Decryption has been been seriously broken for long time in case of big enough chunk of data (>4096 bytes) and compiler not zero initialing stack variables (which is definitely allowed to) . I put the case on unit testing. Yesterday I rushed a 0.10.2 release before noticing this issue. I consider it critical enough that a 0.10.3 is needed soon (not all bugfixing goes to 0.10.x). Let's wait until end of week and if nothing else happens I will release 0.10.3. In the mean time, if you can give some testing I would be glad.

Francesco Pretto · Answer 4 · Tue Oct 31 2023 00:59:51 GMT+0800 (China Standard Time)

This is the branch where 0.10.3 will be tagged.

Kovid Goyal · Answer 5 · Tue Oct 31 2023 19:07:38 GMT+0800 (China Standard Time)

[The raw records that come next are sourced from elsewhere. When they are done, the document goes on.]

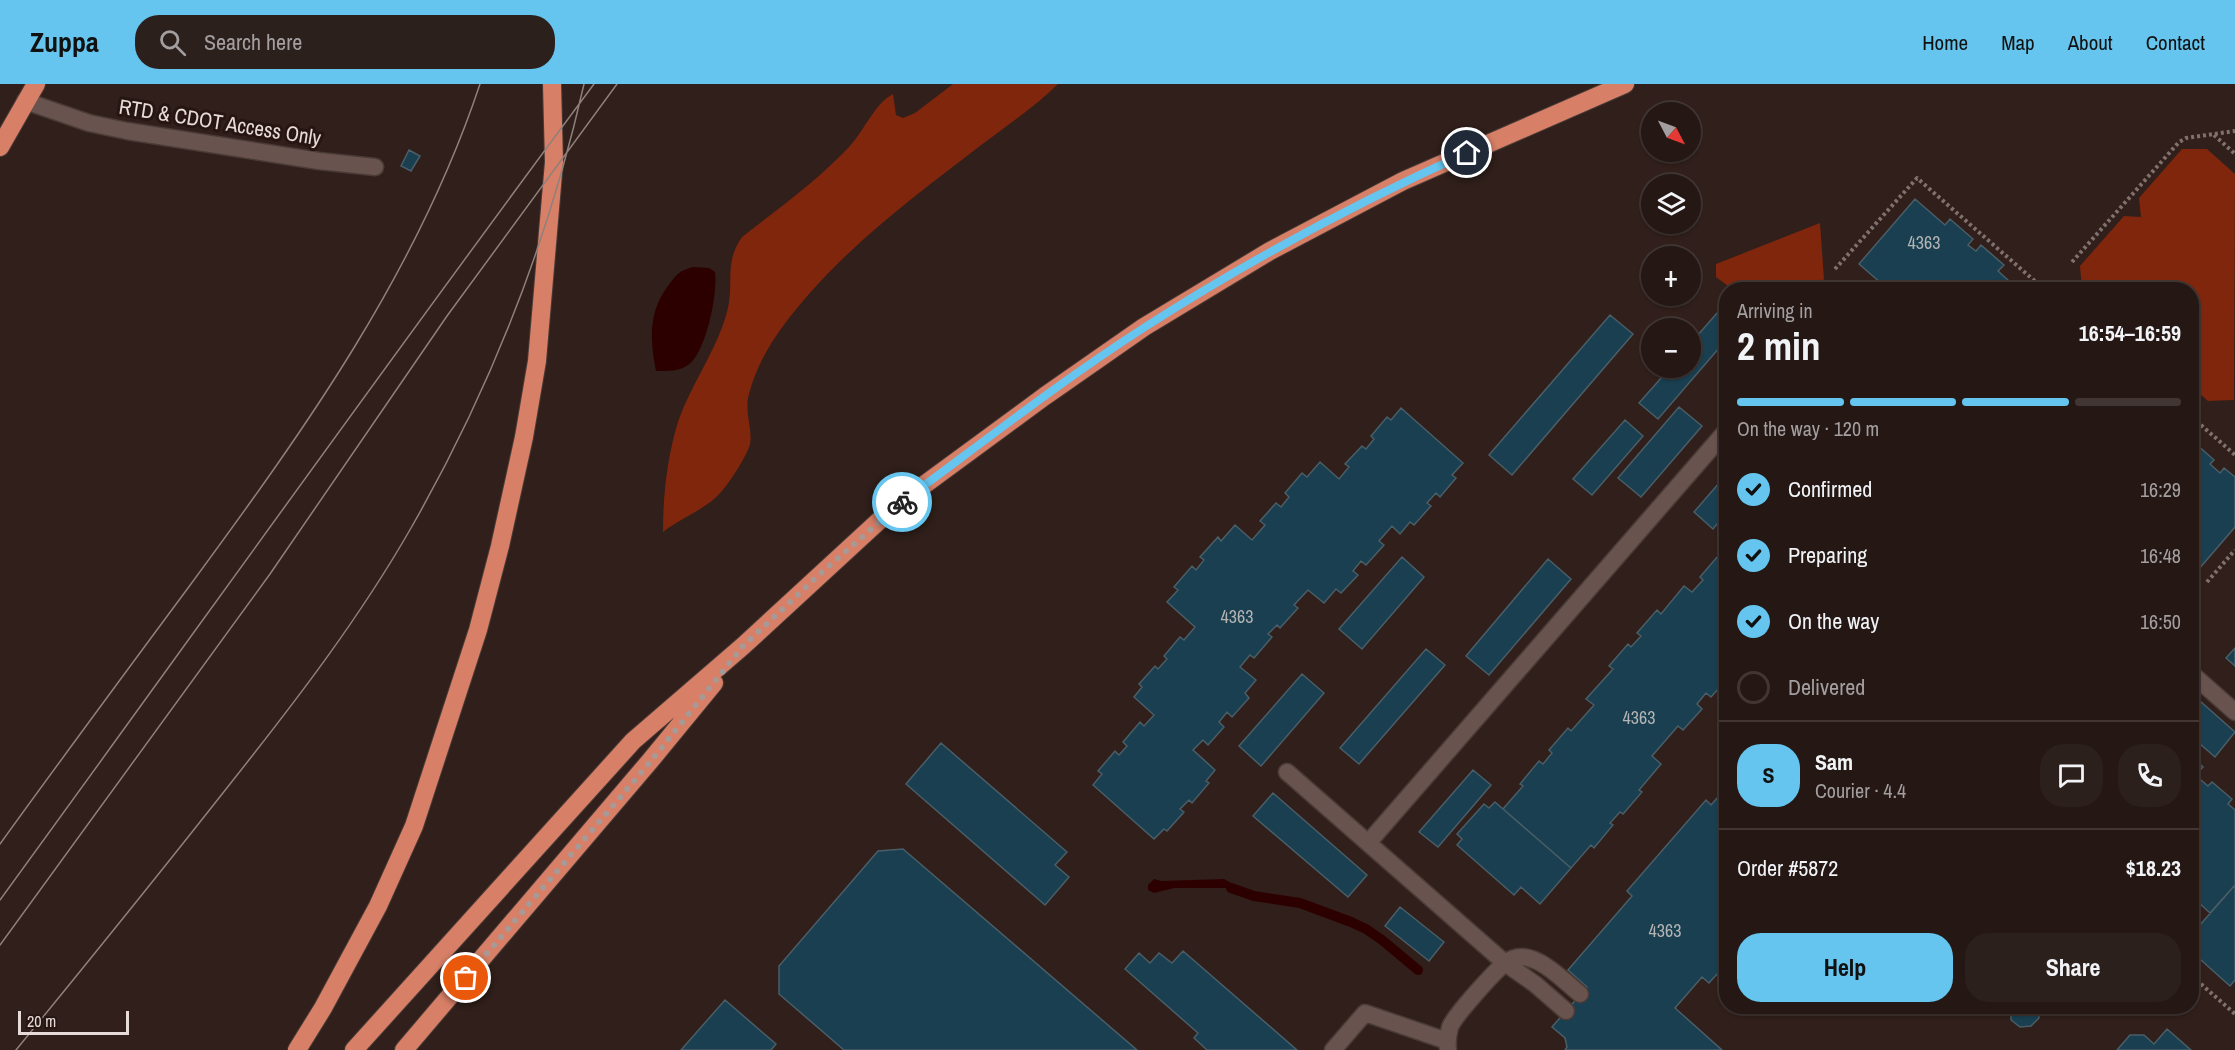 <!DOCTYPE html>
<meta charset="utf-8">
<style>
body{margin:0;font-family:"Archivo Narrow",sans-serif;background:#2c201d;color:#f1f3f6;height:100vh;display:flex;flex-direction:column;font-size:22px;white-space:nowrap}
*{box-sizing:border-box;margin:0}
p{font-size:20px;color:#a39fa0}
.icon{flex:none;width:33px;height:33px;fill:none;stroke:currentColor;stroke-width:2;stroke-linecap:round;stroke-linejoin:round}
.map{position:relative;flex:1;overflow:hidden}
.side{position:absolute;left:1719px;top:198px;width:480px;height:732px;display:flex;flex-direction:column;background:#241714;border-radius:24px;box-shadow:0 2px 4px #0004,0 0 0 2px #413634}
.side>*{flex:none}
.needle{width:39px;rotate:131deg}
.controls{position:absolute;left:1641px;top:18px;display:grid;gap:12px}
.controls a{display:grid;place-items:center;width:60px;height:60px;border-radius:50%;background:#241714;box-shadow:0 2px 4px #0004,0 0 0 2px #413634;font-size:30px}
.scale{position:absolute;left:18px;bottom:15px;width:111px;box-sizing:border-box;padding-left:6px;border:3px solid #e7dbd7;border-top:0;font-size:16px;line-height:21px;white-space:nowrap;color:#e7dbd7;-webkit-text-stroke:4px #261511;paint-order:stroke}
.pin{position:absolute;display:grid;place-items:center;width:51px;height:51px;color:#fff;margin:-26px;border:3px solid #fff;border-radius:50%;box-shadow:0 2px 6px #0007}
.courier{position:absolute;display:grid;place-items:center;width:60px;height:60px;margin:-30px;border:4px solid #65c5ee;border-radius:50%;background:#fff;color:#222;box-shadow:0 2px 8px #0007}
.summary em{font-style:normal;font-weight:700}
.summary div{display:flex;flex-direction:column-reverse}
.summary{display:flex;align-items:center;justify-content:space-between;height:102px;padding:0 18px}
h1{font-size:39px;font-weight:700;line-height:45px}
.bar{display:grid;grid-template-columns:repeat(4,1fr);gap:9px 6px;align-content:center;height:72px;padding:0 18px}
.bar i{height:8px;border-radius:4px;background:#413634}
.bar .on{background:#65c5ee}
.bar p{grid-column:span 4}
.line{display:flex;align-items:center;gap:15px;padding:0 18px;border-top:2px solid #413634}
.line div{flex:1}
.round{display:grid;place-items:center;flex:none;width:63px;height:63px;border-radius:24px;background:#2c201d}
ol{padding:0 18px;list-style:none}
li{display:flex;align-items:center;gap:18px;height:66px}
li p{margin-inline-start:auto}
li .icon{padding:6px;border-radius:50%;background:#65c5ee;color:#111;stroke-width:4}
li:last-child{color:#a39fa0}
li i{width:33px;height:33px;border:3px solid #413634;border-radius:50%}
.action{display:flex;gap:12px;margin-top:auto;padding:12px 18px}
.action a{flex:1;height:69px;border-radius:24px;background:#65c5ee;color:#111;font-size:24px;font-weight:700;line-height:69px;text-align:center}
.action a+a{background:#2c201d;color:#f1f3f6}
header{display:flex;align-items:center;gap:36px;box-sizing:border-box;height:84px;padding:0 30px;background:#65c5ee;color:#111}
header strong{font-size:28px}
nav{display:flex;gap:33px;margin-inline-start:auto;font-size:21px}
.search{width:420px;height:54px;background:#2c201d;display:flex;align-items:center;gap:15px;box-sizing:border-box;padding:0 21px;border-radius:24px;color:#a39fa0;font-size:22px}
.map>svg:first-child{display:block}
.green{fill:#7f260d}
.water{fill:#2d0000}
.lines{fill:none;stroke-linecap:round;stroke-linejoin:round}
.stream{stroke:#2d0000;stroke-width:10}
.building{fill:#193f50;stroke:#4a5e68;stroke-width:1.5}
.lane-casing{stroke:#4a3b37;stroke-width:19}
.highway-casing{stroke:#4a3b37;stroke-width:20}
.path{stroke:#80716d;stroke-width:4;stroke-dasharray:3 3;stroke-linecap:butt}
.lane{stroke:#68534e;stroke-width:16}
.highway{stroke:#d77f67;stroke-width:18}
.tram{stroke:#8f807c;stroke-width:1.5}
.done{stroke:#a79995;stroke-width:6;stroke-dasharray:0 10.8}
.route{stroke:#65c5ee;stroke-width:8}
.labels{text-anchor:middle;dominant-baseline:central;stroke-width:6;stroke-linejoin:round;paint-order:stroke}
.number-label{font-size:18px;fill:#b4b4b5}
.street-label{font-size:21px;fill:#e7dbd7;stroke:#261511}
</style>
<header>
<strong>Zuppa</strong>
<div class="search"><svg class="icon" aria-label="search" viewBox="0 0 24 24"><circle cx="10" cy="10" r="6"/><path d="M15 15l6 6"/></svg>Search here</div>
<nav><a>Home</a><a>Map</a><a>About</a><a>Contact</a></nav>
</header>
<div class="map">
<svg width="2235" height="966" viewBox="0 0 2235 966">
<rect width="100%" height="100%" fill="#301f1a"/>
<path class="green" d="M953 0H1058C1035 23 1006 42 980 62 920 108 859 153 809 210 783 240 759 271 749 310 744 327 753 347 750 360 748 370 730 398 722 407 707 425 682 433 663 448 663 411 667 374 678 338 691 300 716 268 727 228 735 200 723 180 742 153 779 124 817 97 849 63 864 47 875 19 893 10L896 31 903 34 915 29Z
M2182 65H2207L2235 90 2234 316 2208 317 2192 303V206L2082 205 2080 182 2124 132 2141 133 2139 114Z
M1820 139 1824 195 1816 205H1732L1716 193V180Z"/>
<path class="water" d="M693 183 709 184 715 188C718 209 706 269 688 281 678 288 667 287 656 287 650 257 648 228 668 202 677 190 679 187 693 183Z
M1154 795 1161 797 1224 795 1235 801 1231 804H1174L1154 809 1148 806V801Z"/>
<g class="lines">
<path class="stream" d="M1231 804 1254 812 1300 819 1351 838 1366 845 1382 856 1418 886"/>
</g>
<path class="building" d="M409 66 420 72 411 87 401 82Z
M1915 115 1945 141 1950 135 1973 155 1968 161 1976 167 1981 161 2004 181 1998 187 2019 206H1889L1859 180Z
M1725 220 1726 256 1658 335 1639 319 1670 284H1690V260Z
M1610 231 1633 250 1512 391 1489 371Z
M1679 323 1702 342 1641 413 1618 394Z
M1401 324 1463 379 1452 391 1456 394 1440 413 1436 409 1427 419 1431 422 1414 441 1410 438 1400 450 1392 442 1379 457 1384 461 1366 481 1361 477 1353 487 1358 491 1341 509 1336 505 1324 519 1308 506 1294 521 1298 524 1280 544 1277 541 1268 550 1272 553 1254 574 1250 571 1240 583 1256 596 1245 609 1249 614 1232 633 1227 628 1219 638 1224 643 1208 661 1203 656 1193 666 1215 686 1206 697 1209 699 1192 719 1189 716 1180 725 1184 728 1167 747 1164 745 1154 755 1093 701 1102 690 1098 687 1115 667 1119 671 1127 662 1123 658 1140 638 1144 642 1154 631 1134 613 1142 603 1139 600 1155 582 1158 585 1167 575 1164 572 1180 553 1184 556 1195 543 1167 518 1178 506 1174 503 1192 482 1196 486 1204 476 1200 473 1218 453 1221 457 1235 441 1252 456 1265 441 1260 437 1276 419 1281 423 1289 413 1285 409 1302 389 1307 393 1320 378 1339 395 1349 383 1345 380 1362 362 1366 365 1374 355 1371 352 1387 333 1391 336Z
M1625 336 1643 352 1592 411 1573 395Z
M2195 359 2214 376 2210 380 2220 389 2224 384 2235 393V443L2192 493V363Z
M1726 391V429L1713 445 1694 428Z
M1726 469V596L1711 613 1706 609 1697 620 1702 625 1683 646 1678 642 1652 672 1661 680 1639 706 1642 708 1623 730 1620 728 1610 739 1613 741 1594 764 1591 761 1571 784 1503 725 1523 702 1520 700 1539 677 1543 680 1552 669 1549 666 1568 644 1571 647 1594 621 1586 615 1613 585 1609 582 1628 560 1631 563 1641 552 1637 549 1657 526 1661 530 1684 502 1692 508 1703 496 1700 493 1718 472 1721 475Z
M1402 473 1424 493 1362 565 1339 545Z
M1548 475 1571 495 1489 591 1466 572Z
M2235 564V582L2226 574Z
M1426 565 1445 581 1359 680 1340 664Z
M1302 590 1324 609 1261 682 1239 662Z
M2192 610 2235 648 2215 673 2192 653Z
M941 659 1067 768 1055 781 1069 793 1045 821 906 700Z
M2192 673 2203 683 2195 691 2208 702 2212 698 2232 715 2228 720 2235 726V801L2210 829 2197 817 2192 821Z
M1473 686 1491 701 1438 763 1419 748Z
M1726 704V880L1709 899 1702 893 1675 924 1722 966H1565L1567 963 1565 954 1552 943 1587 903 1568 886 1632 812 1627 807 1706 716 1711 721Z
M1273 709 1367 791 1348 813 1253 732Z
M1495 718 1571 784 1540 820 1521 803 1514 811 1457 761 1462 755 1457 750 1484 720 1489 724Z
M903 765 1137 966H844L779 910V882L878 767Z
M2235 801V896L2230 902 2192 868V850Z
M1400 823 1444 858 1429 877 1385 842Z
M1183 867 1297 966H1207L1194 954 1198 949 1125 885 1139 869 1150 879 1159 869 1172 879Z
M725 916 776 960 771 966H681Z
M2011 922H2038L2039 934 2031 942 2020 943 2011 936Z
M2167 945 2191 966H2117L2130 951H2144L2154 960Z"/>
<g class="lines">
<defs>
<path id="lane" d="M25 17 89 39 127 47 319 77 375 83
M2192 590 2235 628
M1287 688 1505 879 1535 900 1566 927
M1368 759 1726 347
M1333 966 1365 929 1447 957
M1448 966C1447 958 1448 951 1450 943 1455 931 1494 888 1505 879 1510 875 1516 873 1522 873 1543 874 1565 898 1580 910"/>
<path id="highway" d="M0 63 36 0
M297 966 323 924 378 822 414 742 478 546 500 462 524 353 537 277 554 78 552 0
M354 966 633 657 743 562 894 423 1045 312 1144 243 1270 167 1403 97 1625 0
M404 966 650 677 714 599"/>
</defs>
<use href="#lane" class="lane-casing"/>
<use href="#highway" class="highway-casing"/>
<path class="path" d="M2214 51 2235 70
M2072 178 2179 58 2186 54 2235 47
M1835 185 1917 94 2045 206
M2192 333 2235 371
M2207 498 2235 466
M2192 892 2235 930"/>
<use href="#lane" class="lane"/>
<use href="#highway" class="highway"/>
<path class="tram" d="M0 760C62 674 125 589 188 504 305 345 417 189 480 0
M0 816C198 544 393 270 594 0
M0 861 270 490 447 232 617 0
M16 966C88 878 160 789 230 700 295 618 359 535 411 444 490 306 549 155 584 0"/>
</g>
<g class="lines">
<path class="done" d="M466 894 651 677 743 562 821 489 902 418"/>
<path class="route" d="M902 418C982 359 1061 297 1145 243 1248 177 1356 119 1467 69"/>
</g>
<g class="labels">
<g class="number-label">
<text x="1924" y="158">4363</text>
<text x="1237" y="532">4363</text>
<text x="1639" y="633">4363</text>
<text x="1665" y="846">4363</text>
</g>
<g class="street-label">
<text transform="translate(220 38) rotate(9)">RTD &amp; CDOT Access Only</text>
</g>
</g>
</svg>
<div class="controls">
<a><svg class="needle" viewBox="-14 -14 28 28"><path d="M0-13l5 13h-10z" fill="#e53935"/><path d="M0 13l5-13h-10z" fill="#a39fa0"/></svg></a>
<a><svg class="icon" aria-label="layers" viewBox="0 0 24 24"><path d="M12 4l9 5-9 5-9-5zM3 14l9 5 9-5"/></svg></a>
<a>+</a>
<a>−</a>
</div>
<div class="scale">20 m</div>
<div class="pin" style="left:466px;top:894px;background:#ea580c"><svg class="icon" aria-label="bag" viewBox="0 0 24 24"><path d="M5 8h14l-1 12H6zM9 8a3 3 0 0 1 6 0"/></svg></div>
<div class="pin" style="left:1467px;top:69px;background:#1f2937"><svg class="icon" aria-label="home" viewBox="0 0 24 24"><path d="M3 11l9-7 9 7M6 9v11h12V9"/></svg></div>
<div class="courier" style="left:902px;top:418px"><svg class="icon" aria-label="bike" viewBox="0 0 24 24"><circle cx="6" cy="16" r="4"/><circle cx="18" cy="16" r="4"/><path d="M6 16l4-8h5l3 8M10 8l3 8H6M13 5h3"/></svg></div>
<section class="side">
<div class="summary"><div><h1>2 min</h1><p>Arriving in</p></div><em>16:54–16:59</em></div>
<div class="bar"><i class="on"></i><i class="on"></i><i class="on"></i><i></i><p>On the way · 120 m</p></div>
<ol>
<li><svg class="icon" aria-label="check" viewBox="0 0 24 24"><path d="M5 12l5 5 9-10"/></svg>Confirmed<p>16:29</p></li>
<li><svg class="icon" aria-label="check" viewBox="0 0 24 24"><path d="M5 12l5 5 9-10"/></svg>Preparing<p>16:48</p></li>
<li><svg class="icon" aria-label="check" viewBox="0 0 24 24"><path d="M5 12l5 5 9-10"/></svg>On the way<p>16:50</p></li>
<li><i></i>Delivered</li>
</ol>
<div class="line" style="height:108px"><b class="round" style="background:#65c5ee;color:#111">S</b><div><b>Sam</b><p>Courier · 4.4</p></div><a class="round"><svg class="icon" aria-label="chat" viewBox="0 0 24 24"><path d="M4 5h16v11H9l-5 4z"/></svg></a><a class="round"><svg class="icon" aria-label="phone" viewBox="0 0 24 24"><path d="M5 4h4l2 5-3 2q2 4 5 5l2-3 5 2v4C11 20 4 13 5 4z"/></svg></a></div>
<div class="line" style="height:78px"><div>Order #5872</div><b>$18.23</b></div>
<div class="action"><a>Help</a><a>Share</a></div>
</section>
</div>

Here is another issue, basically reading the PDF, updating the info dict and the XMP metadata and saving the pdf is taking extremely long:
https://bugs.launchpad.net/calibre/+bug/2041745

Probably some quadratic algorithm somewhere. This is with 0.10.1 but I dont see anything in the changelog since then that could be relevant.

Francesco Pretto · Answer 6 · Tue Oct 31 2023 21:38:56 GMT+0800 (China Standard Time)

Please open another ticket. I briefly tested and it looks like the main culprit for the slow down is the garbage collection, which can be disabled with PdfSaveOptions::NoCollectGarbage. In general it look like the document has some inefficiencies, but I can't say for sure.